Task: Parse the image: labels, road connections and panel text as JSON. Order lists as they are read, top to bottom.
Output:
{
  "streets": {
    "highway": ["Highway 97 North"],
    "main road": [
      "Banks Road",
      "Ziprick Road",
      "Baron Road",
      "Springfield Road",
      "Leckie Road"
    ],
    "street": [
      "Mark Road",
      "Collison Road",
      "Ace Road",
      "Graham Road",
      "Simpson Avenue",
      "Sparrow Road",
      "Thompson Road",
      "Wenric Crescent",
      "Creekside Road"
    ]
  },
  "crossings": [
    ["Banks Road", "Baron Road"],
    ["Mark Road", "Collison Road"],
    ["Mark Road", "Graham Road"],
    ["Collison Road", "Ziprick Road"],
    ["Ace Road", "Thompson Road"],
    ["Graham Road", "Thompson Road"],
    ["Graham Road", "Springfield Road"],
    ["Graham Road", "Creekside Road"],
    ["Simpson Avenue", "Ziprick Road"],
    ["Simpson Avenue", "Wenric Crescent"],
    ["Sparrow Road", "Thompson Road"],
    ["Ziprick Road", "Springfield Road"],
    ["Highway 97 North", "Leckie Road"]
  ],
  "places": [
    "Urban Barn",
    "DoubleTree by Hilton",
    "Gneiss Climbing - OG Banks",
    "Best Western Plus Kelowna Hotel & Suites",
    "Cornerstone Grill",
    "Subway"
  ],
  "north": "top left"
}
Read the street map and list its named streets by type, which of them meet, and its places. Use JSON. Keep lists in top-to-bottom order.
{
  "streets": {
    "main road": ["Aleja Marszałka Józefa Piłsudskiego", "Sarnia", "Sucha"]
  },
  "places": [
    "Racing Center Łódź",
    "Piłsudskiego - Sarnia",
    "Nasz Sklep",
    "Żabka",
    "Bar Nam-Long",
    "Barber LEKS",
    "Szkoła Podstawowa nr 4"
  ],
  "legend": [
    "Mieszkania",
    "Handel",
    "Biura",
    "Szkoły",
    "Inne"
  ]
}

········

The problem:
Without dropping a single line, output the records above exactly.

Response for this exercise:
Task: Parse the image: labels, road connections and panel text as JSON. Order lists as they are read, top to bottom.
Output:
{
  "streets": {
    "highway": ["Highway 97 North"],
    "main road": [
      "Banks Road",
      "Ziprick Road",
      "Baron Road",
      "Springfield Road",
      "Leckie Road"
    ],
    "street": [
      "Mark Road",
      "Collison Road",
      "Ace Road",
      "Graham Road",
      "Simpson Avenue",
      "Sparrow Road",
      "Thompson Road",
      "Wenric Crescent",
      "Creekside Road"
    ]
  },
  "crossings": [
    ["Banks Road", "Baron Road"],
    ["Mark Road", "Collison Road"],
    ["Mark Road", "Graham Road"],
    ["Collison Road", "Ziprick Road"],
    ["Ace Road", "Thompson Road"],
    ["Graham Road", "Thompson Road"],
    ["Graham Road", "Springfield Road"],
    ["Graham Road", "Creekside Road"],
    ["Simpson Avenue", "Ziprick Road"],
    ["Simpson Avenue", "Wenric Crescent"],
    ["Sparrow Road", "Thompson Road"],
    ["Ziprick Road", "Springfield Road"],
    ["Highway 97 North", "Leckie Road"]
  ],
  "places": [
    "Urban Barn",
    "DoubleTree by Hilton",
    "Gneiss Climbing - OG Banks",
    "Best Western Plus Kelowna Hotel & Suites",
    "Cornerstone Grill",
    "Subway"
  ],
  "north": "top left"
}
Read the street map and list its named streets by type, which of them meet, and its places. Use JSON. Keep lists in top-to-bottom order.
{
  "streets": {
    "main road": ["Aleja Marszałka Józefa Piłsudskiego", "Sarnia", "Sucha"]
  },
  "places": [
    "Racing Center Łódź",
    "Piłsudskiego - Sarnia",
    "Nasz Sklep",
    "Żabka",
    "Bar Nam-Long",
    "Barber LEKS",
    "Szkoła Podstawowa nr 4"
  ],
  "legend": [
    "Mieszkania",
    "Handel",
    "Biura",
    "Szkoły",
    "Inne"
  ]
}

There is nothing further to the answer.